United States Court of Appeals, Ninth Circuit
Oct 5, 1989
886 F.2d 1187 (9th Cir. 1989)

Summary

holding that the district court lacked jurisdiction to consider a Rule 60(b) motion filed more than one year after entry of judgment

Summary of this case from Whittington v. Owens Illinois, Inc.

Opinion

No. 88-3789.

Submitted August 10, 1989.

The panel finds this case appropriate for submission without oral argument pursuant to Ninth Circuit Rule 34-4 and Fed.R.App.P. 34(a).

Decided October 5, 1989.

Richard L. Nevitt, Anchorage, Alaska, pro se.

John T. Stahr, Dept. of Justice, Washington, D.C., for defendant-appellee.

Appeal from the United States District Court for the District of Alaska.

Before O'SCANNLAIN, LEAVY and TROTT, Circuit Judges.



We decide the jurisdictional question of whether the time limit for filing certain motions for relief from judgment is tolled during the pendency of an appeal.

I

Nevitt filed a Homestead Act claim with the Alaska office of the Bureau of Land Management ("BLM") in 1973. 43 U.S.C. § 161, 164 (repealed 1976). After years of administrative proceedings the BLM eventually denied Nevitt's claim and the Interior Board of Land Appeals ("IBLA") affirmed the decision of the BLM. Nevitt then sought judicial review of the IBLA order in the district court which granted BLM summary judgment on September 10, 1985.

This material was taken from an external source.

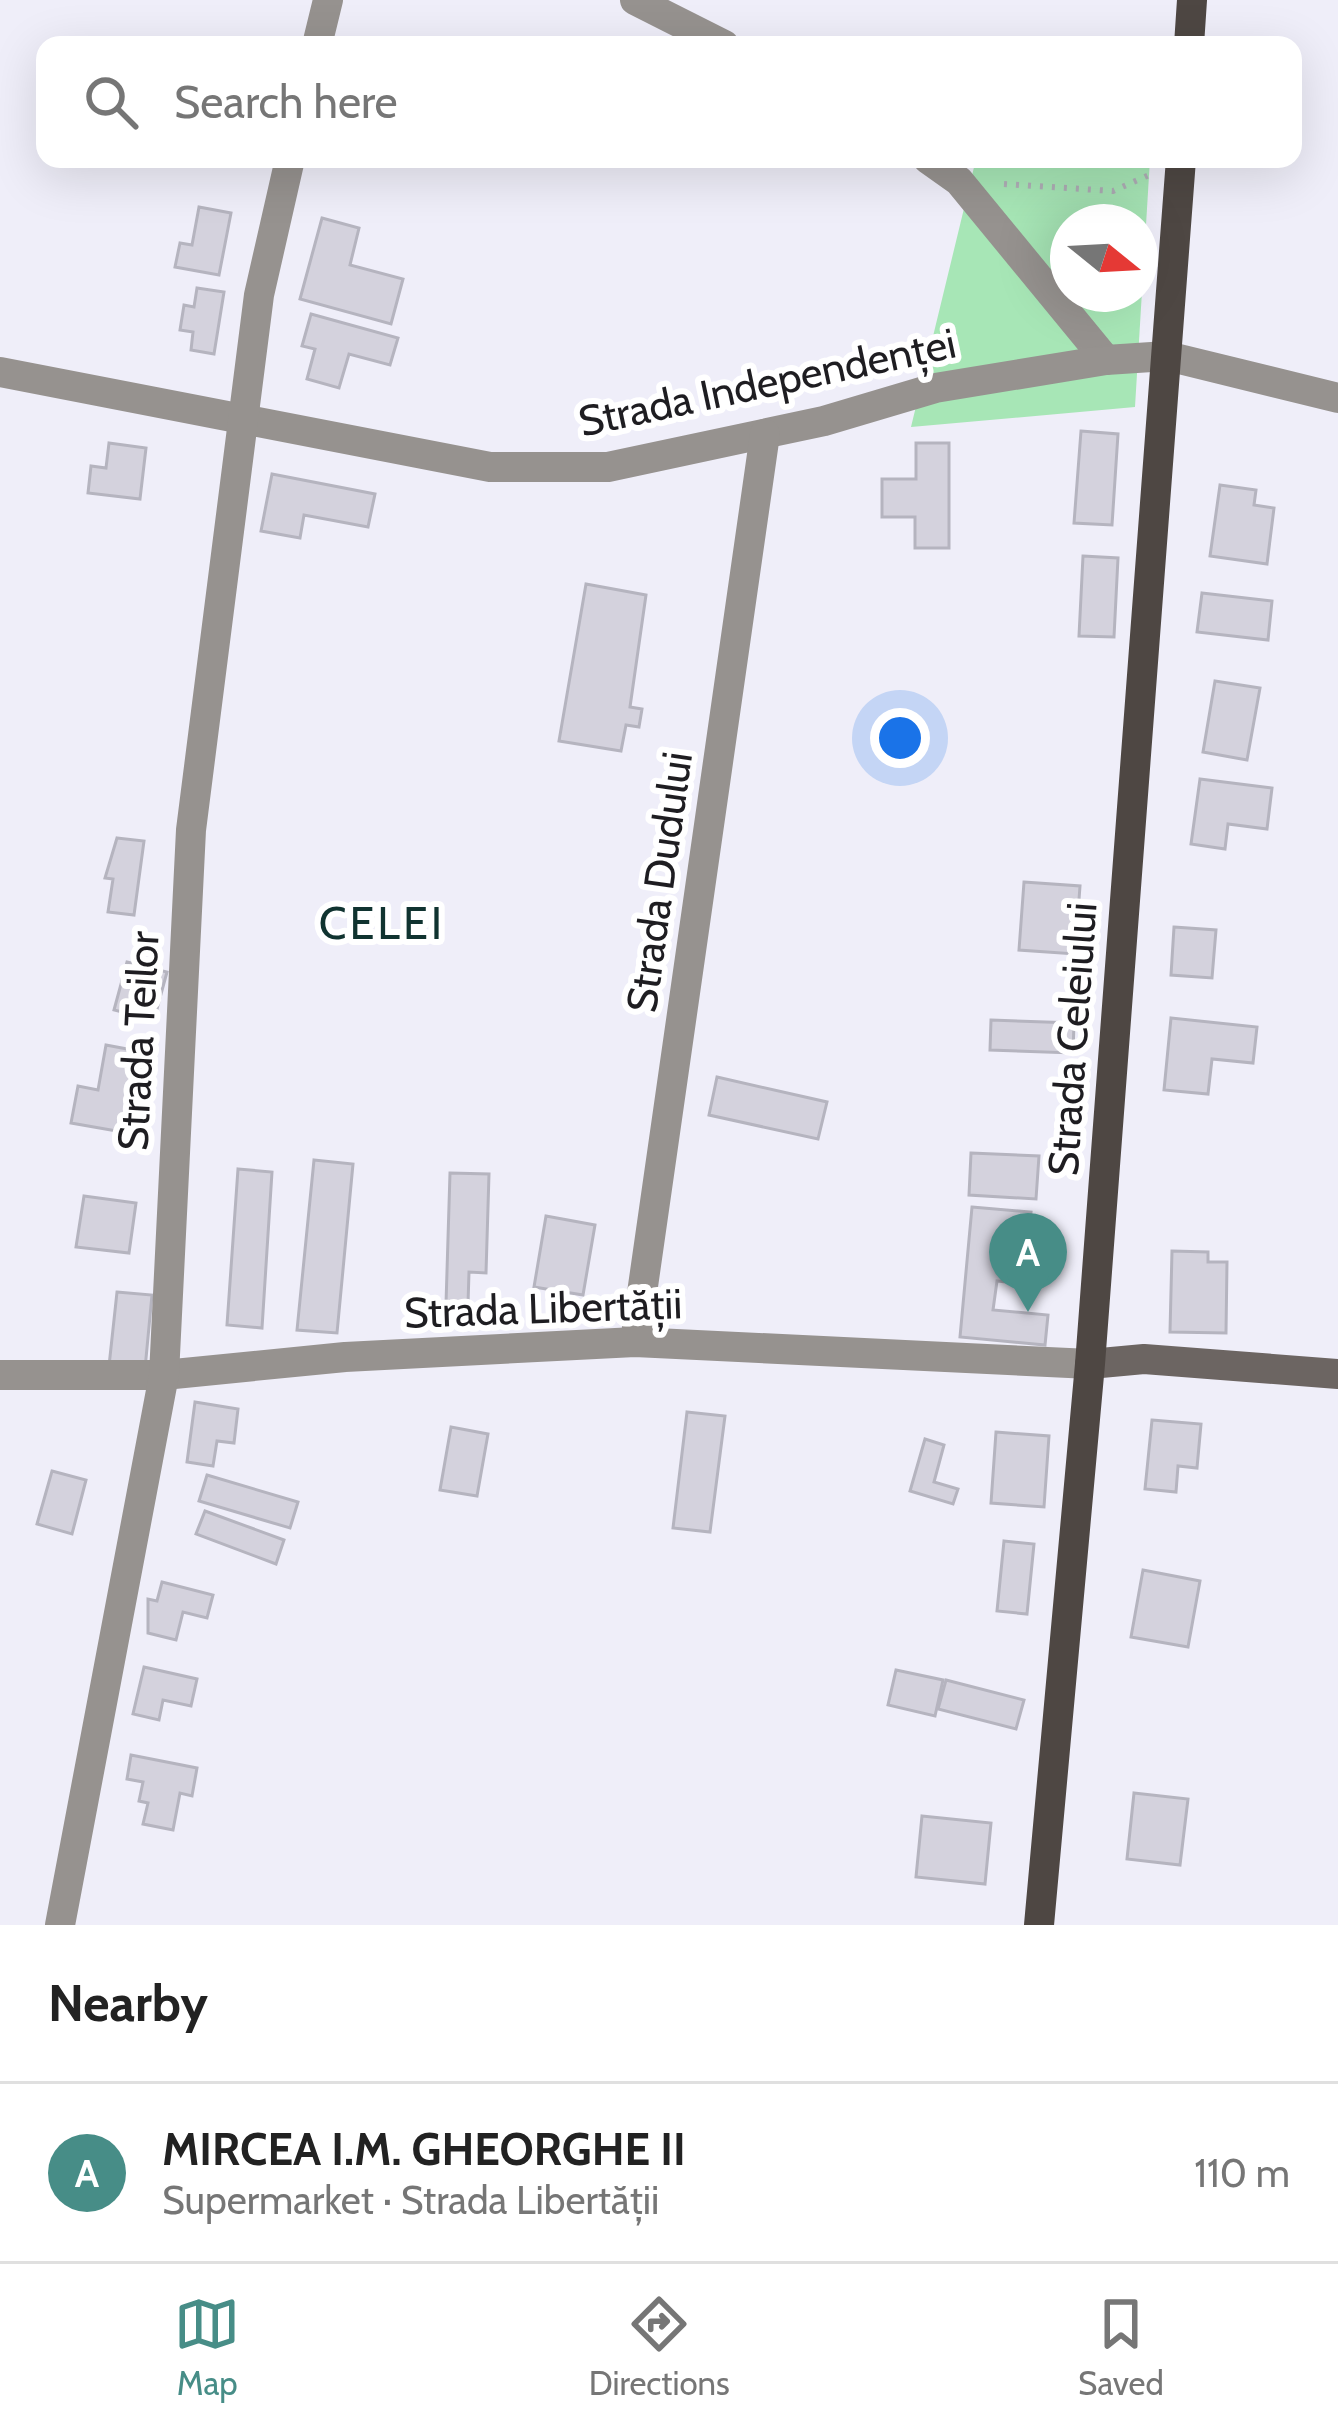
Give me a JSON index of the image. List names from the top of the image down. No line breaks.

On October 8, 1985, Nevitt filed a notice of appeal to this court which eventually affirmed the district court judgment on September 28, 1987. Nevitt v. United States, 828 F.2d 1405 (9th Cir. 1987).

On February 14, 1986, during the pendency of the appeal, Nevitt filed in district court, purportedly pursuant to Rule 60(b)(2), a "Motion for Relief from Judgment and to Perpetuate Testimony Upon Newly Discovered and Supplemental Evidence and to Remand." The district court refused to consider Nevitt's motion while the appeal was pending. Nevitt thereafter filed an appeal of the district court's refusal to hear the motion; that appeal was subsequently voluntarily dismissed.

On October 29, 1987, Nevitt filed a new motion for relief from the 1985 judgment, again purportedly pursuant to Rule 60(b)(2), which the district court denied on March 21, 1988, concluding on the merits that the law of the case doctrine barred consideration of the controlling issue already decided by this court. This appeal from the denial of that motion was timely filed.

II

The district court was without jurisdiction to consider Nevitt's second Rule 60(b)(2) motion. A motion for relief from judgment based on a mistake (Rule 60(b)(1)), newly discovered evidence (Rule 60(b)(2)), or fraud (Rule 60(b)(3)) shall be made "not more than one year after the judgment, order, or proceeding was entered or taken." Fed.R.Civ.P. 60(b).

In Scott v. Younger, 739 F.2d 1464 (9th Cir. 1984), we held that a Rule 60(b)(3) motion was untimely when filed in the district court almost two years after judgment. Id. at 1466. The government's brief suggests, and we agree, that Nevitt's Rule 60(b)(2) motion is untimely because the one-year limitation period is not tolled during an appeal. See Corn v. Guam Coral Co., 318 F.2d 622, 630 (9th Cir. 1963) (construing the Guam version of Rule 60(b) but stating that "Federal Rule 60(b) does not take account of the pendency of an appeal in computing the maximum period during which a motion thereunder may be filed"). Although we have not expressly held that pendency of an appeal does not toll the one year period, we do so now.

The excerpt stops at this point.